Silverman: A combination of those. I think of it as family in that way where when you grow up and move out of your home and you are alone and have to make a new family. They are both loners, and we find our own family as adults, and they found each other. They found family in each other, and I think in lots of ways it’s paternal, and a lot of ways it’s sibling-ish.

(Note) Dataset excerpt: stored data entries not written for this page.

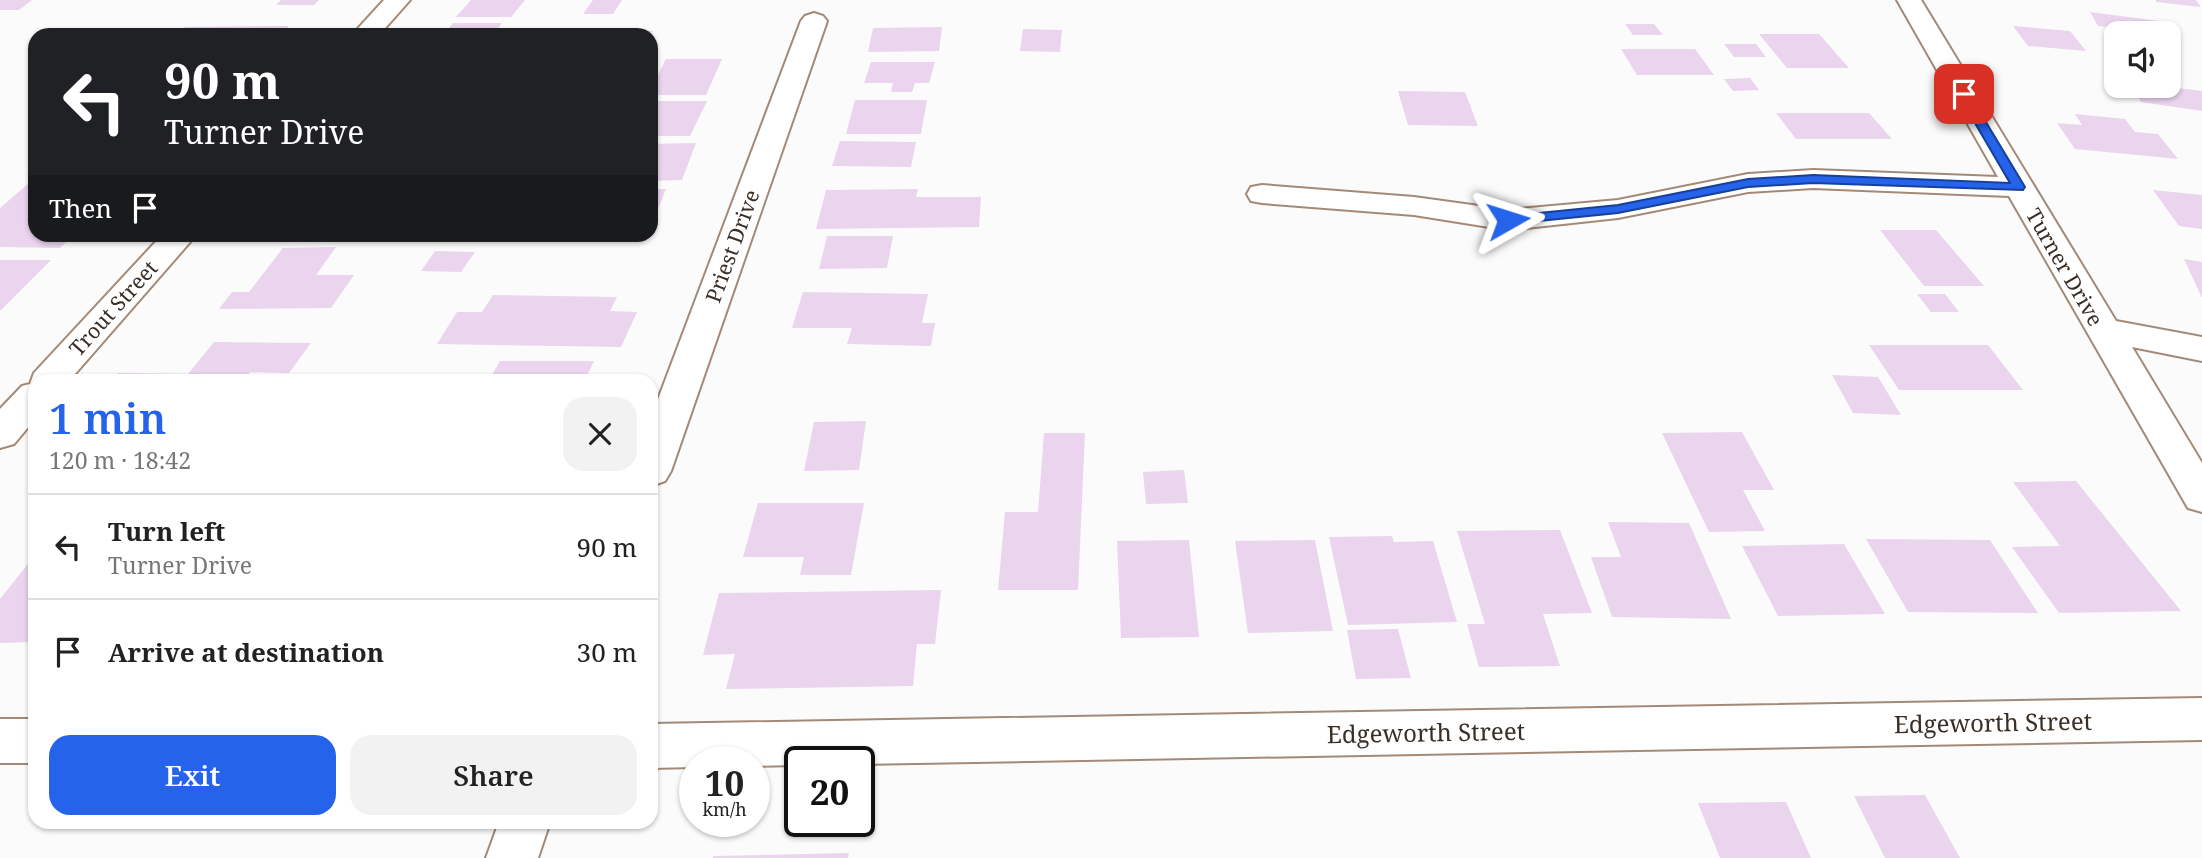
<!DOCTYPE html>
<html lang="en">
<head>
<meta charset="utf-8">
<style>
  body { margin:0; font-family:"Noto Serif",serif; background:#f2f2f2; color:#222; height:100vh; display:flex; flex-direction:column; font-size:26px; white-space:nowrap }
  * { box-sizing:border-box; margin:0 }
  p { font-size:23px; color:#767676 }
  .icon { flex:none; width:38px; height:38px; fill:none; stroke:currentColor; stroke-width:2; stroke-linecap:round; stroke-linejoin:round }
  .map { position:relative; flex:1; overflow:hidden }
  .drawer { position:absolute; left:28px; top:374px; width:630px; height:455px; display:flex; flex-direction:column; background:#fff; border-radius:21px; box-shadow:0 2px 5px #0004 }
  .drawer>* { flex:none }
  .top-card { position:absolute; left:28px; top:28px; width:630px; height:214px; border-radius:21px; box-shadow:0 2px 5px #0004; background:#202124; color:#fff; overflow:hidden }
  .fabs { position:absolute; left:2104px; top:21px; display:grid; gap:14px }
  .fabs a { display:grid; place-items:center; width:77px; height:77px; border-radius:14px; background:#fff; box-shadow:0 2px 5px #0004; font-size:35px }
  .speed { position:absolute; left:679px; top:746px; display:flex; gap:14px; font-size:35px; font-weight:700; text-align:center }
  .speed>* { display:grid; place-content:center; width:91px; height:91px; border-radius:50%; background:#fff; box-shadow:0 2px 5px #0004; line-height:1 }
  .speed small { font-size:18px; font-weight:400 }
  .speed .limit { border:4px solid #111; border-radius:10px; background:#fff; color:#111 }
  .pin { position:absolute; display:grid; place-items:center; width:60px; height:60px; color:#fff; margin:-30px; border-radius:14px; box-shadow:0 4px 10px #0006 }
  .me { position:absolute; width:77px; margin:-38px; rotate:84deg; stroke-linejoin:round; filter:drop-shadow(0 0 5px #0008) }
  .turn { display:flex; align-items:center; gap:24px; height:147px; padding:0 21px; font-size:32px }
  .turn .icon { width:91px; height:91px; stroke-width:2.5 }
  .turn b { display:block; font-size:49px; line-height:60px }
  .then { display:flex; align-items:center; height:66px; padding:0 21px; background:#0003; gap:14px; font-size:26px }
  .round { display:grid; place-items:center; flex:none; width:74px; height:74px; border-radius:21px; background:#f2f2f2 }
  .summary { display:flex; align-items:center; justify-content:space-between; height:119px; padding:0 21px }
  h1 { font-size:42px; font-weight:600; line-height:52px; color:#2563eb }
  .primary-button { display:flex; gap:14px; margin-top:auto; padding:14px 21px }
  .primary-button a { flex:1; height:80px; border-radius:21px; background:#2563eb; color:#fff; font-size:28px; font-weight:600; line-height:80px; text-align:center }
  .primary-button a+a { background:#f2f2f2; color:#222 }
  ul { padding:0; list-style:none }
  li { display:flex; align-items:center; gap:21px; height:105px; padding:0 21px; border-top:2px solid #e0e0e0 }
  li div { flex:1 }
  li b { display:block; font-size:26px }
  li em { font-style:normal }
  .map>svg:first-child { display:block }
  .building { fill:#ead4ee }
  .lines { fill:none; stroke-linecap:round; stroke-linejoin:round }
  .minor-casing { stroke:#a48a76; stroke-width:4 }
  .minor { fill:#fff; fill-rule:evenodd }
  .route { fill:#2563eb; stroke:#184099; stroke-width:2 }
  .labels { text-anchor:middle; dominant-baseline:central; stroke-width:6; stroke-linejoin:round; paint-order:stroke }
  .street-label { font-size:21px; fill:#3a2f26; stroke:#fff }
  .near-street-label { font-size:24px; fill:#3a2f26; stroke:#fff }
</style>
</head>
<body>
<div class="map">
<svg width="2202" height="858" viewBox="0 0 2202 858">
  <rect width="100%" height="100%" fill="#fbfbfb"/>
  <path class="building" d="M0,0H32L19,10H0Z
    M281,0H319L314,5H276Z
    M471,0H525L511,17H456Z
    M593,0H622L613,14H583Z
    M2156,0H2196L2201,7L2156,2Z
    M2090,12L2159,21L2167,33L2098,26Z
    M453,23H502L493,35H443Z
    M1625,24H1654L1663,35H1633Z
    M289,26L280,35H175L184,27Z
    M2013,26L2070,31L2086,51L2028,46Z
    M942,27L939,51L868,52L873,28Z
    M1023,29L1062,30L1060,52L1020,51Z
    M622,31H653L650,35H619Z
    M1759,34H1819L1849,68H1787Z
    M1724,44H1756L1766,57H1734Z
    M1621,49H1695L1714,75H1637Z
    M666,59H722L706,95H651V89Z
    M871,62H935L929,83H915L912,92H891L893,83H864Z
    M1750,78L1759,90L1733,91L1724,79Z
    M2132,86H2161L2202,91V111L2141,102Z
    M1398,91L1465,92L1478,126L1408,125Z
    M855,100H927L921,134H846Z
    M651,101H707L690,136H651Z
    M1776,113H1869L1892,139H1796Z
    M2075,114L2125,119L2135,132L2158,134L2178,159L2075,149L2057,123L2082,125Z
    M840,141L916,142L911,167L832,166Z
    M696,143L682,180L651,181V144Z
    M29,183H35V234H74L60,248L0,247V208Z
    M651,189H666L655,216H651Z
    M918,189L916,197H981L979,227L816,229L826,190Z
    M2153,190L2202,195V229L2179,226Z
    M1880,230H1936L1984,286H1924Z
    M236,234H341L335,242L230,241Z
    M827,236H893L887,268L819,269Z
    M336,247L316,275H354L331,308L219,309L232,292H249L283,248Z
    M435,251L475,252L461,272L421,271Z
    M2184,259L2202,262V298Z
    M0,260H51L0,311Z
    M803,292L928,294L922,323H935L931,346L847,344L852,328H792Z
    M1917,294H1945L1959,312H1931Z
    M493,295L617,297L610,311L637,312L621,347L437,344L457,312H482Z
    M214,342L311,343L289,373L250,372L243,382H111L118,373L188,374Z
    M1869,345H1988L2023,390H1899Z
    M500,361H594L584,382H488Z
    M1832,375L1878,377L1901,415L1853,413Z
    M866,421L859,470L804,471L814,422Z
    M1742,432L1774,490H1743L1765,531L1709,532L1662,433Z
    M1044,433H1085L1078,590H998L1005,512H1038Z
    M1184,470L1188,503L1146,504L1143,472Z
    M2076,481L2181,611L2059,613L2012,547L2060,546L2013,482Z
    M758,503H864L851,575H800L804,557H743Z
    M1608,522L1689,523L1731,619L1612,617L1591,557H1621Z
    M1560,530L1592,613L1543,614L1560,666L1479,667L1467,624H1485L1457,531Z
    M1392,536L1394,542L1433,541L1457,622L1348,625L1329,537Z
    M1866,539L1990,540L2038,613L1908,612Z
    M1189,540L1199,637L1121,638L1117,541Z
    M1315,540L1333,631L1248,633L1235,541Z
    M1844,544L1885,614L1778,616L1742,546Z
    M31,560H35V642L0,643V599Z
    M941,590L935,644H917L913,686L726,689L735,654L703,655L719,593Z
    M1398,629L1411,678L1356,679L1347,630Z
    M1925,795L1960,858H1885L1854,796Z
    M1786,802L1811,858H1720L1698,803Z
    M849,853L848,858H713V856Z"/>
  <g class="lines">
    <g class="minor-casing">
      <path id="minor" d="M384,0H410L379,35H352Z
        M1897,0H1921L2116,321L2202,337V361L2132,347L2202,463V512L2188,508L2009,196L1813,188L1748,192L1618,218L1508,230L1414,215L1262,203L1251,201L1247,194L1251,187L1262,185L1414,197L1508,210L1618,200L1748,174L1813,170L1998,177Z
        M814,13L823,16L827,21L671,471L665,481L651,486V418L801,21L805,16Z
        M163,234H197L68,382H35V419L14,444L0,448V409L22,386L30,384L34,373Z
        M2202,698V740L859,764V761H800V765L754,766V761H695V767L651,768V724Z
        M0,719H35V763H0Z
        M499,822H550L538,858H486Z"/>
    </g>
    <use href="#minor" class="minor"/>
  </g>
  <path class="route" d="M1964,90L1969,94L2025,187L2023,190L1813,183L1748,187L1618,213L1508,224L1502,220L1508,216L1618,205L1748,179L1813,175L2010,183L1958,94Z"/>
  <g class="labels">
    <g class="street-label">
      <text transform="translate(732 246) rotate(-70)">Priest Drive</text>
      <text transform="translate(2065 267) rotate(60)">Turner Drive</text>
      <text transform="translate(113 308) rotate(-48)">Trout Street</text>
    </g>
    <g class="near-street-label">
      <text transform="translate(1993 722) rotate(-1)">Edgeworth Street</text>
      <text transform="translate(1426 732) rotate(-1)">Edgeworth Street</text>
    </g>
  </g>
</svg>
<div class="fabs">
<a><svg class="icon" aria-label="sound" viewBox="0 0 24 24"><path d="M4 9h4l5-4v14l-5-4H4zM17 9q2 3 0 6"/></svg></a>
</div>
<div class="speed"><div>10<small>km/h</small></div><div class="limit">20</div></div>
<div class="pin" style="left:1964px;top:94px;background:#d93025"><svg class="icon" aria-label="arrive" viewBox="0 0 24 24"><path d="M6 21V4h12l-3 4 3 4H6"/></svg></div>
<svg class="me" style="left:1508px;top:220px" viewBox="-20 -20 40 40"><path d="M0-17L14 15 0 8-14 15z" fill="#2563eb" stroke="#fff" stroke-width="4"/></svg>
<div class="top-card">
<div class="turn"><svg class="icon" aria-label="left" viewBox="0 0 24 24"><path d="M17 20v-9H6M10 6l-5 5 5 5"/></svg><div><b>90 m</b>Turner Drive</div></div>
<div class="then">Then<svg class="icon" aria-label="arrive" viewBox="0 0 24 24"><path d="M6 21V4h12l-3 4 3 4H6"/></svg></div>
</div>
<section class="drawer">
<div class="summary"><div><h1>1 min</h1><p>120 m · 18:42</p></div><a class="round"><svg class="icon" aria-label="close" viewBox="0 0 24 24"><path d="M6 6l12 12M18 6L6 18"/></svg></a></div>
<ul>
<li><svg class="icon" aria-label="left" viewBox="0 0 24 24"><path d="M17 20v-9H6M10 6l-5 5 5 5"/></svg><div><b>Turn left</b><p>Turner Drive</p></div><em>90 m</em></li>
<li><svg class="icon" aria-label="arrive" viewBox="0 0 24 24"><path d="M6 21V4h12l-3 4 3 4H6"/></svg><div><b>Arrive at destination</b></div><em>30 m</em></li>
</ul>
<div class="primary-button"><a>Exit</a><a>Share</a></div>
</section>
</div>
</body>
</html>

Q: What’s next? Are you recording any new music?

Silverman: I have an App coming out at the end of this month that I have been working on for a year. It’s for infants and toddlers. I think it’s going to be called Uncle Sarah. All of my friends have kids and babies and I have a whole other world of material for kids, that kills with kids, so I decided to make an App and I could just be babysitting people’s kids on their iPad. There’s a song in it and a lot of interactive stuff that I think it’s really cool.

Q:  Will you be writing any more books?

Silverman: I’ve only written one book “The Bedwetter.” I remember when I finished it, I was so proud of it—and I still am—but I remember thinking, “Oh, I can’t wait to never write another book,” because it just took so much out of me. It’s so lonely, and it took so much. The first bunch of months of writing I threw away because it took me that long to realize I was writing the way I thought a writer wrote, instead of just being me.

Q: What’s up with your stand up comedy career?

Silverman: I’m working on a special, so it will be my first special in seven years. So I am really excited because I’ve changed so much comedically. I’m still me, but I’ve changed so much comedically. I’m going to do that for HBO probably in the spring.